Thanks a lot for your response.


----------



## Scholiast

salvete omnes!

Glenfarclas, bless him, has anticipated me (Cagey did say it was engaging!), but perhaps I can still contribute? Here is the full text as far as I can read it:


DIALOGVS

CHRISTIANVS

_Gegsien hair oltson_

Nox fausta tibi fuit

TVRCA

_Agbate hair oltson_

Et tibi felicior


_Ben kurtaldom tsoch succur Allaha_

Ego liberatus sum, summa laus Deo


Haec pauca Turcicae linguae vocabula tibi non necessitatis, sed delectationis gratia, generose lector, adiunxi: ut scias quam sint crassa atque barbara. Faxit Deus Opt. Max. vt illis nostra magis, quam nobis eorum sint necessaria. Vale.​


I think I could just do a translation into Gaelic, but I am guessing you would rather prefer it in English? 

Σ


----------



## Muttaki

I would prefer English but Glenfarclas seems to have made a nice translation of the last paragraph, hasn't he? And apart from it the dialogue is already translated into Turkish which I understand.

By the way I have added the previous pages that have the whole of this dialogue in the 3rd reply, if you haven't seen.

I agree that it is really interesting. I can't see how it could be "gross and barbaric" as interpreted there though.


----------



## Ben Jamin

Glenfarclas said:


> "I have subjoined these few terms from the Turkish language, dear Reader, not out of necessity but of amusement: so that you may know how gross and barbarous they are. May Almightly God grant that ours [language] be necessary for them, and not theirs to us.  Farewell."


Maybe it sounds pedantic, but shouldn't it be: not "*of* amusement but "*for* amusement"? And I think that the skipped word should be [words (nostra vocabula)] not [language].


----------



## Muttaki

What about the last sentence of the dialogue? Can a you also translate it to English? It says _Ego liberatus sum, summa laus Deo._ I wonder because if it means to be free or something about liberty it doesn't exactly fit to the Turkish sentence. Or maybe it does.


----------



## Ben Jamin

Muttaki said:


> What about the last sentence of the dialogue? Can a you also translate it to English? It says _Ego liberatus sum, summa laus Deo._ I wonder because if it means to be free or something about liberty it doesn't exactly fit to the Turkish sentence. Or maybe it does.
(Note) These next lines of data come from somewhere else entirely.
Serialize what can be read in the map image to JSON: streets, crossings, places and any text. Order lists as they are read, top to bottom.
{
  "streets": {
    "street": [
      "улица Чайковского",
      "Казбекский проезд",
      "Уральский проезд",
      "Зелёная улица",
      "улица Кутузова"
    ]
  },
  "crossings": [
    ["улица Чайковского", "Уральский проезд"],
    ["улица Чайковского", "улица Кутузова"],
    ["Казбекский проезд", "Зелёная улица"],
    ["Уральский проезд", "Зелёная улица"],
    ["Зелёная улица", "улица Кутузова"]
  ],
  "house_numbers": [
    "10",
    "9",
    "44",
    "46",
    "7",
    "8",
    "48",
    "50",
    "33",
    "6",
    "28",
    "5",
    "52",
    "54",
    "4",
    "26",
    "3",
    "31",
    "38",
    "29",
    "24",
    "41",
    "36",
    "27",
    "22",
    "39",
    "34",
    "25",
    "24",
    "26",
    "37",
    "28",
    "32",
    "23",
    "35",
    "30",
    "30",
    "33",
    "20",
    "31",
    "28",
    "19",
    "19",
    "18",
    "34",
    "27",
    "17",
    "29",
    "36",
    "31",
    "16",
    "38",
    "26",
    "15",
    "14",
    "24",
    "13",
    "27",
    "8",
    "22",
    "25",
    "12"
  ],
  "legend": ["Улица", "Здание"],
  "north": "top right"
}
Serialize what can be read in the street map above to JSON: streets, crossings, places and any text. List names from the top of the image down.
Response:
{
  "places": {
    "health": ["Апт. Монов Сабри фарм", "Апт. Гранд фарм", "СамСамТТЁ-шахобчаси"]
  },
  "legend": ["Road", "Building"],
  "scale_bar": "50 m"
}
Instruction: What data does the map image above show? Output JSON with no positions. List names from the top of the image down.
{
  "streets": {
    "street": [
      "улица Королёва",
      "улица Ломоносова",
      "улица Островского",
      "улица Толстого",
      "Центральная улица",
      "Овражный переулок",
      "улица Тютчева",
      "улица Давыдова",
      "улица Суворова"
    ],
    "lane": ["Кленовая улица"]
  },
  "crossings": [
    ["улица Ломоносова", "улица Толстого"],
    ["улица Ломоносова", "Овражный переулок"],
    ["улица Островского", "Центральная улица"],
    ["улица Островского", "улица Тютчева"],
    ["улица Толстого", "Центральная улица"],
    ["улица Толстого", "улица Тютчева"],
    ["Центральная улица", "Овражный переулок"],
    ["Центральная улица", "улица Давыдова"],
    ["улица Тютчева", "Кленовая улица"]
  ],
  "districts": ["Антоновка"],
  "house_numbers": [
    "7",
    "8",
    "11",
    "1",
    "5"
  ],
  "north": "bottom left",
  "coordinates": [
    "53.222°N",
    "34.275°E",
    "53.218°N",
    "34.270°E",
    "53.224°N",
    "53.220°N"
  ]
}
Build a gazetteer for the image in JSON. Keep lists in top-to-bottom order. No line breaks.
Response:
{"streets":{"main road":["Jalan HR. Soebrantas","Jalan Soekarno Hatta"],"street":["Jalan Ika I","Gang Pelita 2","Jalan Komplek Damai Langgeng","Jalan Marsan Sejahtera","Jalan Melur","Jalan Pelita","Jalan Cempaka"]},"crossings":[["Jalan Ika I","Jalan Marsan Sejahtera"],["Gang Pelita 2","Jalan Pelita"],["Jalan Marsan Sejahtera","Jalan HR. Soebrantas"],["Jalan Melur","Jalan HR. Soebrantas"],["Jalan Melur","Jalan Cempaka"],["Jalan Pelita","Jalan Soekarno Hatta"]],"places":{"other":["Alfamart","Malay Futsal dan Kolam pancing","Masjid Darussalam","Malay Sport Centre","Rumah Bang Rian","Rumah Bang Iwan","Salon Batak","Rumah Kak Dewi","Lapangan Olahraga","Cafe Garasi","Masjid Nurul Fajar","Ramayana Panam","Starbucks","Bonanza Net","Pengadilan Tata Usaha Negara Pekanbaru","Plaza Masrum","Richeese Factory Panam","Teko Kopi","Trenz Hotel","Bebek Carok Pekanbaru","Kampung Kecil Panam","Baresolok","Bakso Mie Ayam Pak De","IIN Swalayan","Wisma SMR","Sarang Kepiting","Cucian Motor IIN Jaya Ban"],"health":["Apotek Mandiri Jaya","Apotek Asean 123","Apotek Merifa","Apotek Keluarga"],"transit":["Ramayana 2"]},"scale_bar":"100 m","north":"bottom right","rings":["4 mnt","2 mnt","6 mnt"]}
_Ego liberatus sum, summa laus Deo = I am free now, greatest praise [be] to God._
_Apparently he had been taken prisoner (in Turkey?)._


----------



## Glenfarclas

Ben Jamin said:


> Maybe it sounds pedantic, but shouldn't it be: not "*of* amusement but "*for* amusement"?



That would be fine also, but my intention was "out ... of amusement," i.e., for amusement's sake.



Ben Jamin said:


> And I think that the skipped word should be [words (nostra vocabula)] not [language].



You're right; that corresponds much better with the plural _sint_.


----------



## Muttaki

Ben Jamin said:


> _Ego liberatus sum, summa laus Deo = I am free now, greatest praise [be] to God.
> Apparently he had been taken prisoner (in Turkey?)._


No. As you can see reading the whole dialogue the person is free in the sense that you meant.

The Turkish sentence can also be translated as _Praise be to God, I am saved. Ben kurduldum çok şükür Allah'a_. In today's colloquial language, in Turkey, most people wouldn't understand in what sense this sentence is uttered. Because I wasn't sure of my understanding today I asked this to my instructor who is an Ottoman historian and he said _I am freed _is in the sense that since I am a Muslim I am freed or saved. And its utterance is kind of wishing for the other person to find the true path as well which is to become a Muslim. So, interesting but to have liberty comes to mean to be Muslim.


----------



## exgerman

_Liberatus_ means freed, not free. That's why BJ thought of captivity.  So that matches your teacher's interpretation.

(The word for free is _liber_.)


----------



## Muttaki

exgerman said:


> _Liberatus_ means freed, not free. That's why BJ thought of captivity.  So that matches your teacher's interpretation.
> 
> (The word for free is _liber_.)


Alright. But here it is not in the sense of having been freed after been prisoned. So we use "freed" as well in this sense in English is what you are saying right?


----------



## exgerman

Muttaki said:


> Alright. But here it is not in the sense of having been freed after been prisoned. So we use "freed" as well in this sense in English is what you are saying right?


Yes, exactly. Liberatus and freed can mean that an onerous burden has been removed.


----------



## Muttaki

Thanks for replies.


----------